─── Entries shown

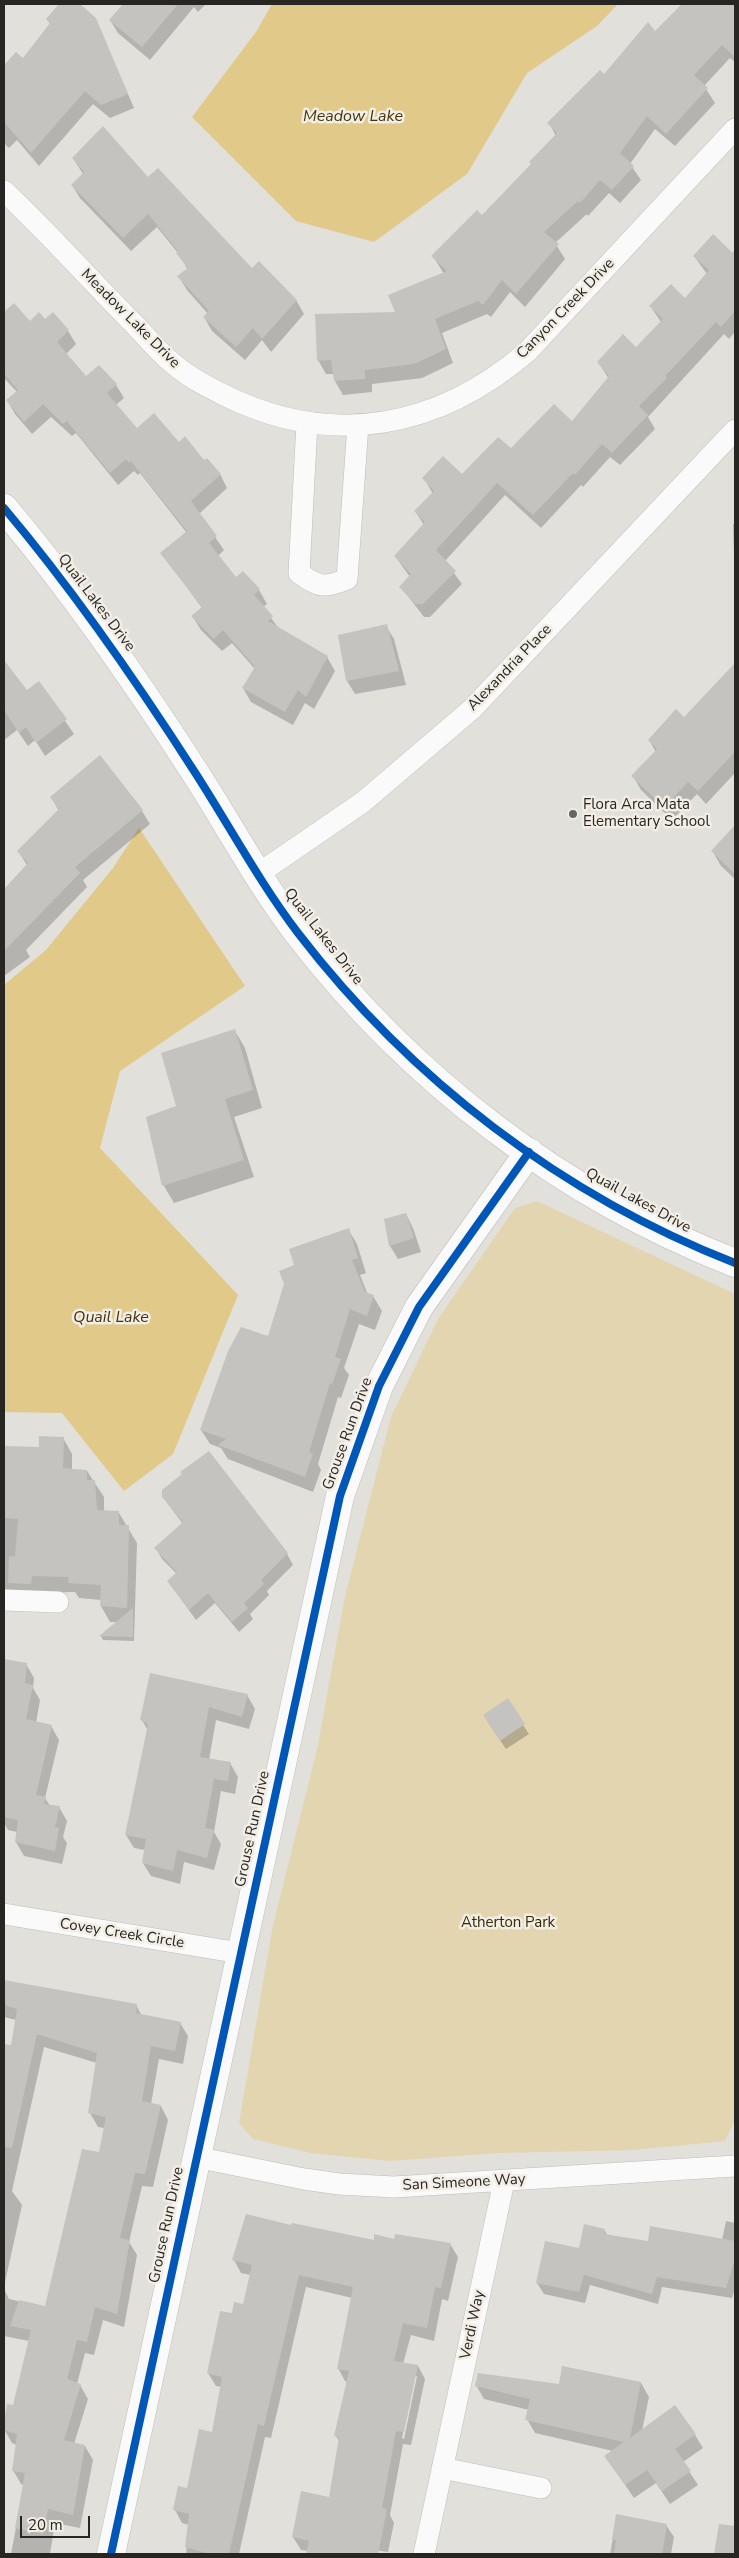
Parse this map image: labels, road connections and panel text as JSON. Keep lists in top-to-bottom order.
{
  "streets": {
    "street": [
      "Canyon Creek Drive",
      "Meadow Lake Drive",
      "Quail Lakes Drive",
      "Alexandria Place",
      "Grouse Run Drive",
      "Covey Creek Circle",
      "San Simeone Way",
      "Verdi Way"
    ]
  },
  "crossings": [
    ["Canyon Creek Drive", "Meadow Lake Drive"],
    ["Quail Lakes Drive", "Alexandria Place"],
    ["Quail Lakes Drive", "Grouse Run Drive"],
    ["Grouse Run Drive", "Covey Creek Circle"],
    ["Grouse Run Drive", "San Simeone Way"],
    ["San Simeone Way", "Verdi Way"]
  ],
  "water": ["Meadow Lake", "Quail Lake"],
  "parks": ["Atherton Park"],
  "places": ["Flora Arca Mata Elementary School"],
  "scale_bar": "20 m"
}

──────

Every line that contains "Meadow" should be copied out of the data.

**Written solution:**
      "Meadow Lake Drive",
    ["Canyon Creek Drive", "Meadow Lake Drive"],
  "water": ["Meadow Lake", "Quail Lake"],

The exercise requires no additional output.